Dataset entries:
++++++

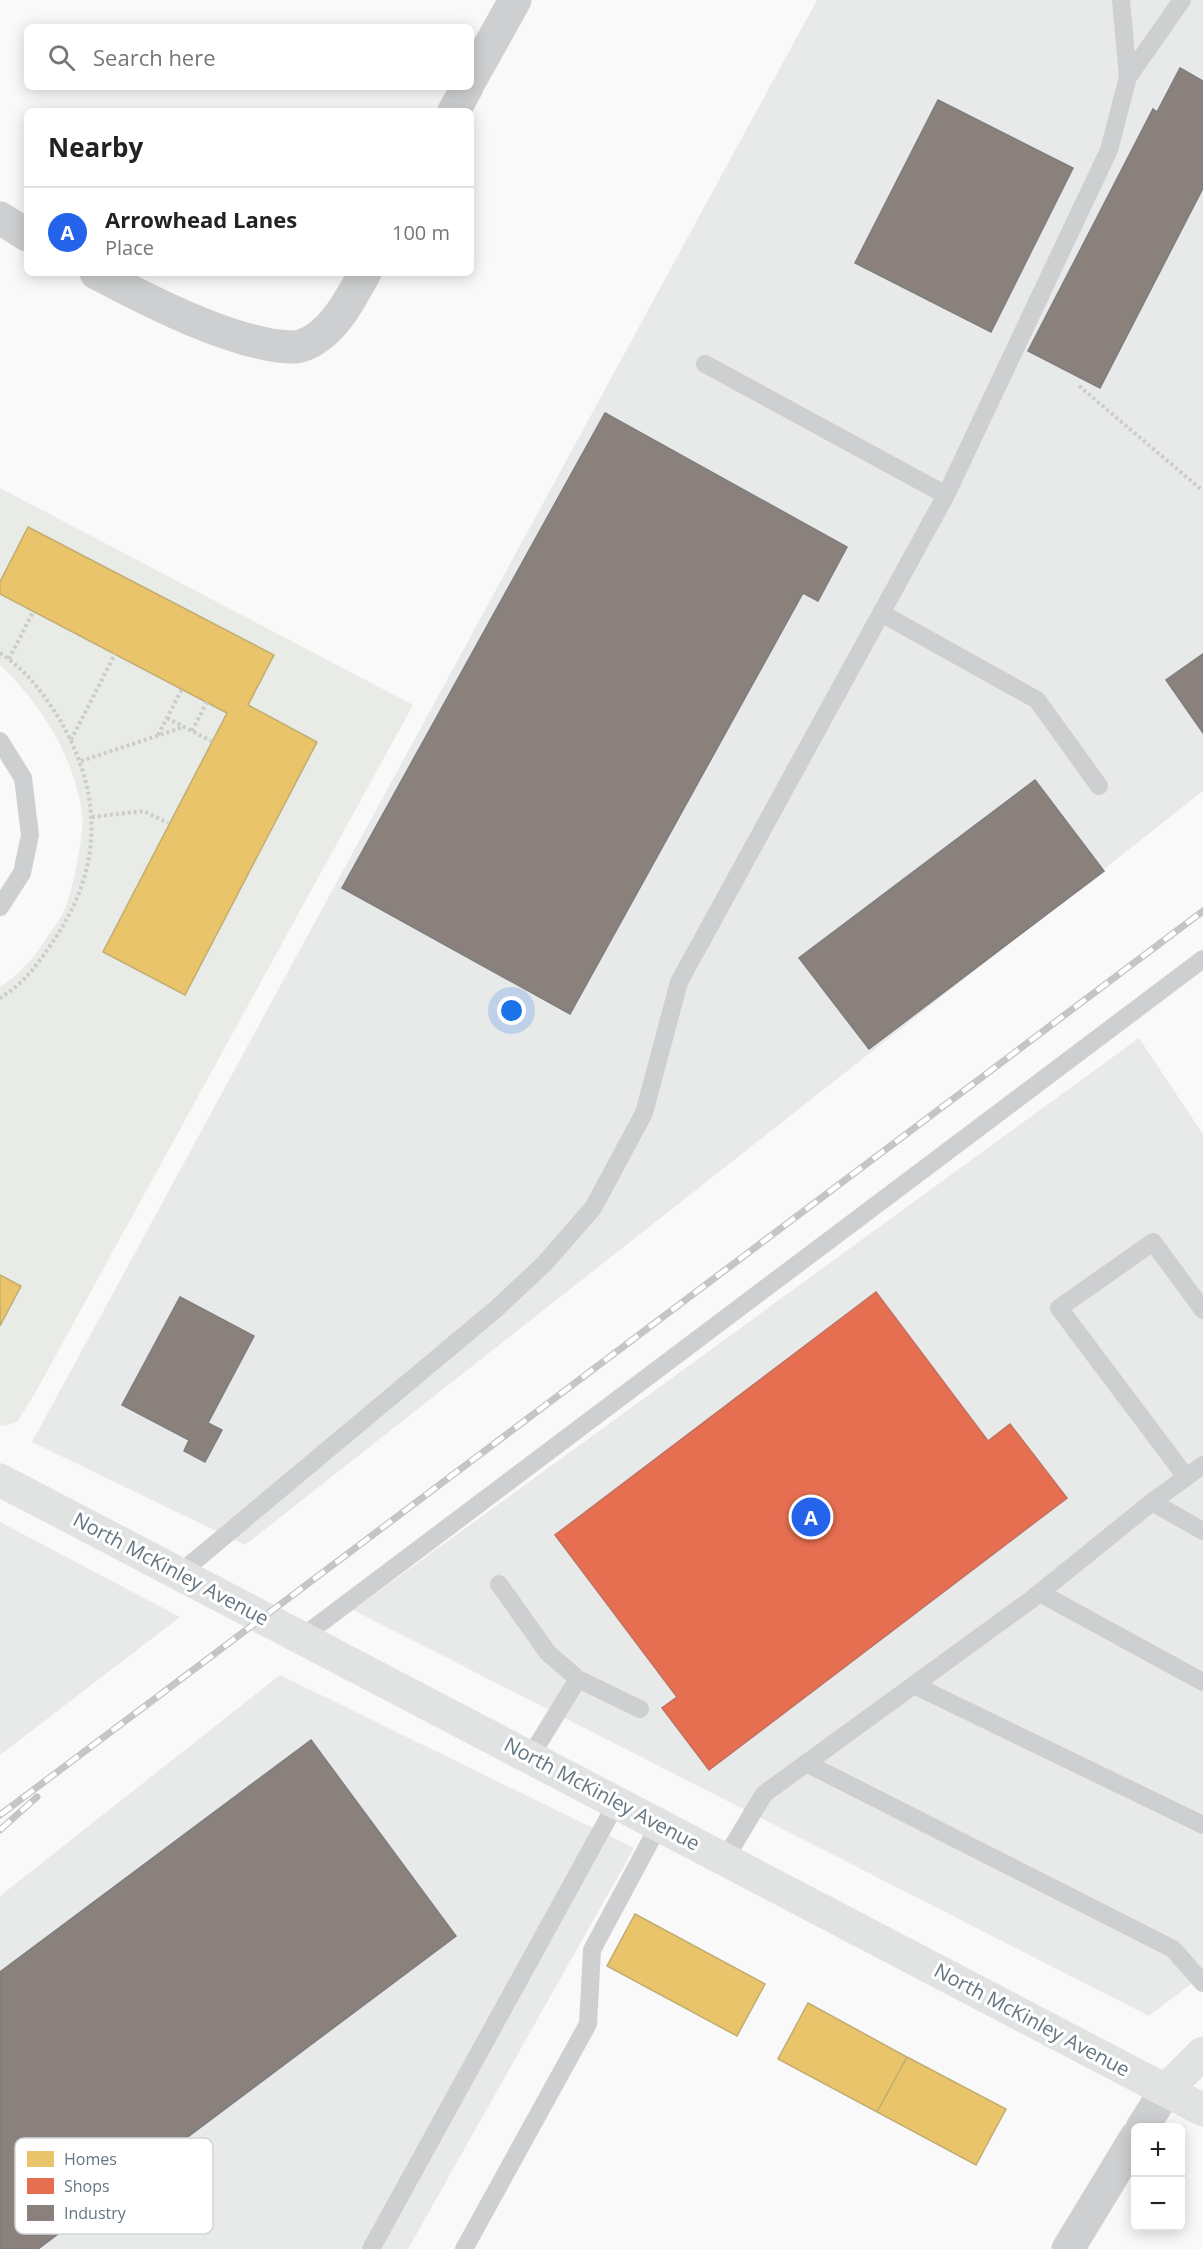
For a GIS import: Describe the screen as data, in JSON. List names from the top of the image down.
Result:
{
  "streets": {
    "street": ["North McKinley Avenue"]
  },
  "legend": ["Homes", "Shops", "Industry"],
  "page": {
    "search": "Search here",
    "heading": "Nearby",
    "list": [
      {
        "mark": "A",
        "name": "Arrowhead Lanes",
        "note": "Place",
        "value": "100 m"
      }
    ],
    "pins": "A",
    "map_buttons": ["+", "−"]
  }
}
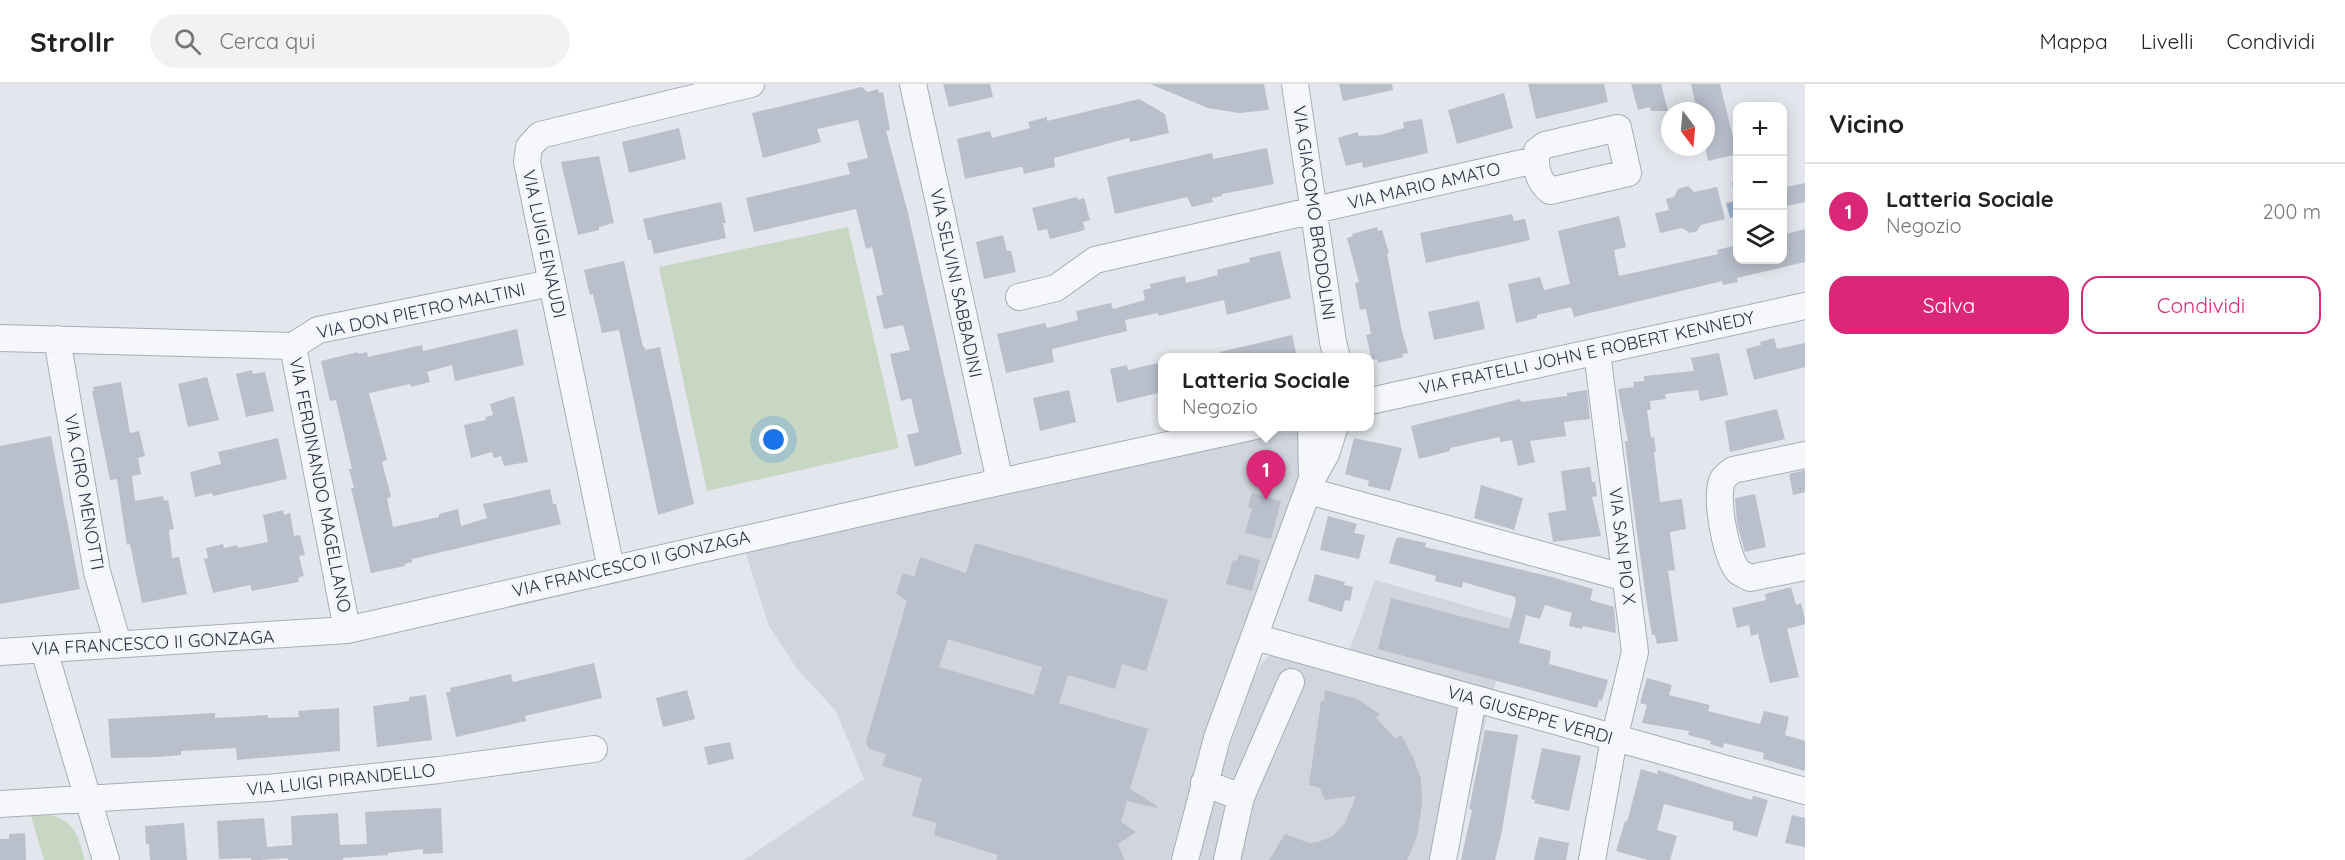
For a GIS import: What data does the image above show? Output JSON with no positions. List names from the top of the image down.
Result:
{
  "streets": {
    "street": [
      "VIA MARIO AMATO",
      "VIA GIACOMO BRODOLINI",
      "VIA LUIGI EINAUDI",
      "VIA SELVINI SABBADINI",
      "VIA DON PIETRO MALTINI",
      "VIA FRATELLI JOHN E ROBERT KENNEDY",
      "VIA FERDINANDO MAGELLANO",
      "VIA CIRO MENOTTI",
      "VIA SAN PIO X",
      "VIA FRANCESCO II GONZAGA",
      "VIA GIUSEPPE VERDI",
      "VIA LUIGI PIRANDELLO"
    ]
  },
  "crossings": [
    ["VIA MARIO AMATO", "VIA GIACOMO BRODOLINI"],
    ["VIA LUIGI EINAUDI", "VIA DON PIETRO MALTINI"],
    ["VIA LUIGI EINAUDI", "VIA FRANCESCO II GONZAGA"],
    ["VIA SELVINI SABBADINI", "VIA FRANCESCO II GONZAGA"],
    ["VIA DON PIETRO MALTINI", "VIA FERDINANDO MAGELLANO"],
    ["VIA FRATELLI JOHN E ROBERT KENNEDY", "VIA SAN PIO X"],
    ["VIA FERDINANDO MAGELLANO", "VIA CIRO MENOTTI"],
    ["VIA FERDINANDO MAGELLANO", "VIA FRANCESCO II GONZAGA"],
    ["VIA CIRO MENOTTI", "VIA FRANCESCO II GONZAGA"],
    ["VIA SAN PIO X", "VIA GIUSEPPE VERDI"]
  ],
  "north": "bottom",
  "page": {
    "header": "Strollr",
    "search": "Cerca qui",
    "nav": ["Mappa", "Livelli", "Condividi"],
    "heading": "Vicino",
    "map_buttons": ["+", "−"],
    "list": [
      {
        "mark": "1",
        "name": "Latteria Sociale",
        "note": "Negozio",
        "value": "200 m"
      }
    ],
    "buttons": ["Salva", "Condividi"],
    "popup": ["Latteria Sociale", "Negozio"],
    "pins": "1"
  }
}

++++++

- [Task objective]
Bring together every line in the entries that holds the string "JOHN".

- [Your solution]
      "VIA FRATELLI JOHN E ROBERT KENNEDY",
    ["VIA FRATELLI JOHN E ROBERT KENNEDY", "VIA SAN PIO X"],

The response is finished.